Trevor Yeung
We both died at the same moment Siliquaria armata

“We both died at the same moment” is a humorous observation of anthropomorphism, the attribution of human emotions to nature and animals. A siliquaria armata is a slitworm that loosley-coiles a shell. Growing inside a sea-bed, a siliquaria armata will grow vertically until it touches another siliquaria armata, at which point they will knot together. Once caught by fishermen, the two worms die at the same time. Yeung undermines this romanticized phenomenon by emphasizing the emotionless in the process from the life to death of a slitworm. Yet while Yeung’s theoretical interrogation of life and death in nature and humankinds tendency to romanticize the unknown and the unknowable, “We both died at the same moment” simultaneously connotes a mythologisation of the slitworms. The vitrine, a showcase usually hosting Buddhist sculptures, common in Hong Kong, which houses the slitworm aggrandizes the phenomenon of dying at the same time of knotted siliquaria armata’s. “We both died at the same moment” puts into question the desire and tendency to romanticize nature, turning to a slitworm as a metaphor for beauty, life and death.

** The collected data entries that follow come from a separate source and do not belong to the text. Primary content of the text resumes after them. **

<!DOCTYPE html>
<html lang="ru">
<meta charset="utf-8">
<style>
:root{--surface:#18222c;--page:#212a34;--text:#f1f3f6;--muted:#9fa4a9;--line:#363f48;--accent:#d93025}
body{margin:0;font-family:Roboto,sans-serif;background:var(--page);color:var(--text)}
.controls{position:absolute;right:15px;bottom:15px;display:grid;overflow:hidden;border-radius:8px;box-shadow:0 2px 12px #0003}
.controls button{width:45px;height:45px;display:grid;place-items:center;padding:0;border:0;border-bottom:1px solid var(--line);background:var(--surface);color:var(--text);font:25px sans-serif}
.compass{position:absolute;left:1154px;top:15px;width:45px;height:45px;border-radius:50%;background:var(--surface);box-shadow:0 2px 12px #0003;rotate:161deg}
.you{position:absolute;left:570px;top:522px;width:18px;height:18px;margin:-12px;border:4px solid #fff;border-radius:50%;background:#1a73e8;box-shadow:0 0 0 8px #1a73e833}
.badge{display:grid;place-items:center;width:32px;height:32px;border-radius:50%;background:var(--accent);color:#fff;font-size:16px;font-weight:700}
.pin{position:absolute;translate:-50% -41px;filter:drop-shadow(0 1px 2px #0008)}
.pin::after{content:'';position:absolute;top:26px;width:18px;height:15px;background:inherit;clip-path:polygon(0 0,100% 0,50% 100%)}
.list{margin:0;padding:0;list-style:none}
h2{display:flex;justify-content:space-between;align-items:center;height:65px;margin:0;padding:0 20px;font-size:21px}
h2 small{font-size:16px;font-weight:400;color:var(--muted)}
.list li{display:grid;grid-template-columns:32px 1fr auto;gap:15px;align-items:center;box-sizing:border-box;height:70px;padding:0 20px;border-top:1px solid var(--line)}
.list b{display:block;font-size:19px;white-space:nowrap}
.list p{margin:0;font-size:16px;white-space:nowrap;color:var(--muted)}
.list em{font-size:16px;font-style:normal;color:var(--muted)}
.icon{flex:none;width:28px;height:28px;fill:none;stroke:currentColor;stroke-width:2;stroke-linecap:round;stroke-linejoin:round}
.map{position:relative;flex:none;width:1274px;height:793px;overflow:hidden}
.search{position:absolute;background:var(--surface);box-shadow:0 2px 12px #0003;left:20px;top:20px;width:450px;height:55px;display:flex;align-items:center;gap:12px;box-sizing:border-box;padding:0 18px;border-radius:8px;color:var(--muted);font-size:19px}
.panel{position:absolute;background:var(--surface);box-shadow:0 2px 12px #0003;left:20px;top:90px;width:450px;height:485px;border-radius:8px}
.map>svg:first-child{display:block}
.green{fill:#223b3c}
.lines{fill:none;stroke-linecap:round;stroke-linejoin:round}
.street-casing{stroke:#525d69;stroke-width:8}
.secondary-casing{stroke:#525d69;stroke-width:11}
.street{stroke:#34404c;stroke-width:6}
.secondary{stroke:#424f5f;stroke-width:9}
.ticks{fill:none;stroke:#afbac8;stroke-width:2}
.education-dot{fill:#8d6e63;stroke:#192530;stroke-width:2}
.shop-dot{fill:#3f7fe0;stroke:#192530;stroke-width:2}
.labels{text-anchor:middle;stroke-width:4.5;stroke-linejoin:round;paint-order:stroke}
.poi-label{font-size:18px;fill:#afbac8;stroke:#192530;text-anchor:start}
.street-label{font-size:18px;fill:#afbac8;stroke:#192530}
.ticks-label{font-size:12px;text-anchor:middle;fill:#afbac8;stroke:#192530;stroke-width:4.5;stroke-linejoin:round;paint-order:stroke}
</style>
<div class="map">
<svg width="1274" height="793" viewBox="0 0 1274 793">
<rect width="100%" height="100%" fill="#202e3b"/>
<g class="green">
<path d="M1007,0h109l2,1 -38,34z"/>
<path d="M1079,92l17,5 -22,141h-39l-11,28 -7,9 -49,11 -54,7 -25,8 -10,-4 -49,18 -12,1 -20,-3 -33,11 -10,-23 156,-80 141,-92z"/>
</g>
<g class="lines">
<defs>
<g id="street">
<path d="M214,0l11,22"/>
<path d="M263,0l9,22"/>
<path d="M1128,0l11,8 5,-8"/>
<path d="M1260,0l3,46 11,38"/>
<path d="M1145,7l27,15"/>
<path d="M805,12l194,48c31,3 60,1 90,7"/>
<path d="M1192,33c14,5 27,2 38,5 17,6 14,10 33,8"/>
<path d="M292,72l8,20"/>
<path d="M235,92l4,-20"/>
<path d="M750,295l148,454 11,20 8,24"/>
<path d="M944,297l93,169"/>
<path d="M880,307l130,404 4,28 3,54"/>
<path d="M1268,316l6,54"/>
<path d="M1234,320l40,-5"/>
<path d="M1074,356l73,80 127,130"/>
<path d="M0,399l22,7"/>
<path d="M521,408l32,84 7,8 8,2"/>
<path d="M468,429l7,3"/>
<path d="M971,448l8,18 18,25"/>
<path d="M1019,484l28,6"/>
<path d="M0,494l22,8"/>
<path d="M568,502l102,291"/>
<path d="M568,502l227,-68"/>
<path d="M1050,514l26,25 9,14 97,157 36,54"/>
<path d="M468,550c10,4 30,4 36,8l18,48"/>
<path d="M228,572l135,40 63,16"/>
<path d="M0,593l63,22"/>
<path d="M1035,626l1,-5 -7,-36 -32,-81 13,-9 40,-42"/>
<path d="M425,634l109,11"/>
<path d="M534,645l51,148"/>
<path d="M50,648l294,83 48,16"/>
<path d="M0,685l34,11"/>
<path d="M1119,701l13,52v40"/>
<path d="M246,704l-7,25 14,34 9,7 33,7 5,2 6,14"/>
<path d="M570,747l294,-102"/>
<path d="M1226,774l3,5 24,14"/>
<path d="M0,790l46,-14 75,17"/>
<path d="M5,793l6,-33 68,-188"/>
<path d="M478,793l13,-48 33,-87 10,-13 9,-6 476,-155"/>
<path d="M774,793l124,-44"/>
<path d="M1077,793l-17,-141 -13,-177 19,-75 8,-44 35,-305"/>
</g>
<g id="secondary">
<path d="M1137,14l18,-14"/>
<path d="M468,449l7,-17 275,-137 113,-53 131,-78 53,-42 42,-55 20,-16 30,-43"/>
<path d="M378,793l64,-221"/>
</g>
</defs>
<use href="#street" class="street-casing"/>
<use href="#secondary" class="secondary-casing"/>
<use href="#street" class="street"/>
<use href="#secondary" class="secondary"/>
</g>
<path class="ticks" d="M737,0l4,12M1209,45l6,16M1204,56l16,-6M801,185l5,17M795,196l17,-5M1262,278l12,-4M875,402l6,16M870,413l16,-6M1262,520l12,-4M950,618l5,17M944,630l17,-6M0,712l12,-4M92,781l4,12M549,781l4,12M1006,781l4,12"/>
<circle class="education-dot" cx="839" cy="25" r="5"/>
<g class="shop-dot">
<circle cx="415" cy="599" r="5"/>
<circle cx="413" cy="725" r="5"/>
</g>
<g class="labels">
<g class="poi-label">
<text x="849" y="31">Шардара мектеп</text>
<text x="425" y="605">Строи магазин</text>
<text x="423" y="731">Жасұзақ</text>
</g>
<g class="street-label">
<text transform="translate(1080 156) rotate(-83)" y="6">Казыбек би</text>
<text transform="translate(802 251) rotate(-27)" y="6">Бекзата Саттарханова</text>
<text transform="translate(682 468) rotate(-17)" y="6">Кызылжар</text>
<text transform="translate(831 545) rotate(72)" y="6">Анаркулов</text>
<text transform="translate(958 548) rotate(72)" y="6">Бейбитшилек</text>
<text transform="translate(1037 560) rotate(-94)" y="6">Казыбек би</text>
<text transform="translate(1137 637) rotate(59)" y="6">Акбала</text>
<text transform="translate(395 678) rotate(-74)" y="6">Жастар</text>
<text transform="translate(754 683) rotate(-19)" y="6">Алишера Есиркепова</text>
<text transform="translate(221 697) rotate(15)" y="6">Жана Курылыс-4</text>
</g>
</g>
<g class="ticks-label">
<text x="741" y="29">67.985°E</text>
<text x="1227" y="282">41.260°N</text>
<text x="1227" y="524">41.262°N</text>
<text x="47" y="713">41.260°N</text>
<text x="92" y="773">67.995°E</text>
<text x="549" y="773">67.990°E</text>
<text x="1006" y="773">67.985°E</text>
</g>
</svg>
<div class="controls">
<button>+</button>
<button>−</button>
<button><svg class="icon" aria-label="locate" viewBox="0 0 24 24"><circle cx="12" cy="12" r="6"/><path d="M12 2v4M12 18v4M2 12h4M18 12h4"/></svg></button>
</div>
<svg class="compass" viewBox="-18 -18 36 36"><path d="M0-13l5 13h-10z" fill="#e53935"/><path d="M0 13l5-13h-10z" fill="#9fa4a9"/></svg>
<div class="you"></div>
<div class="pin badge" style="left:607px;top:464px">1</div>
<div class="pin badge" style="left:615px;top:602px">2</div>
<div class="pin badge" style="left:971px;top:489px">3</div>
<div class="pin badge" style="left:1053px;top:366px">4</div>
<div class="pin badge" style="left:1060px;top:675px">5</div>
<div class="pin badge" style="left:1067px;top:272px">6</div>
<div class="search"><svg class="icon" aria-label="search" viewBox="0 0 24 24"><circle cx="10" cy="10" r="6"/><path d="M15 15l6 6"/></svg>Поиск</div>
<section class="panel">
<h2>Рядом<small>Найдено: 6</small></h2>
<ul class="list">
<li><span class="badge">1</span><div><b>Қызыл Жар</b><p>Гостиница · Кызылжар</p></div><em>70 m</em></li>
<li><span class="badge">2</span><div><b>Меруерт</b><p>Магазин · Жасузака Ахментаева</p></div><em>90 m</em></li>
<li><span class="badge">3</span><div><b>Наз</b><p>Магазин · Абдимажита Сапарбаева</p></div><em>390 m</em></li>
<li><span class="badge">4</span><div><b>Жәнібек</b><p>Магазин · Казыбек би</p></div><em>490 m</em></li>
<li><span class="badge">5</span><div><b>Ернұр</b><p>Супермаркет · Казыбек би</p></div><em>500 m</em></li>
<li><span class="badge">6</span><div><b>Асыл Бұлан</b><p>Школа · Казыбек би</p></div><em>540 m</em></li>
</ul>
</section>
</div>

Trevor Yeung’s (b. 1988, Guangdong Province, China) practice, traversing a wide range of mixed media works from drawings and photographs, small objects and installations, is a delicate examination of human relations and processing. Using the human body, plants and animals as an aesthetic pretext to examine the processes of exchange and participation, Yeung projects emotional and intellectual scenarios onto biological substitutes. His allegory of the biological as the emotional interrogates the artificiality of nature and the capacity for a simulated construction of meaning. The artist creates worlds with their own logic, with his rules and that are connected to his own experiences. In doing so Yeung’s work invites his audiences to interrogate perspectives and challenge the creation of systems. He currently lives in Hong Kong.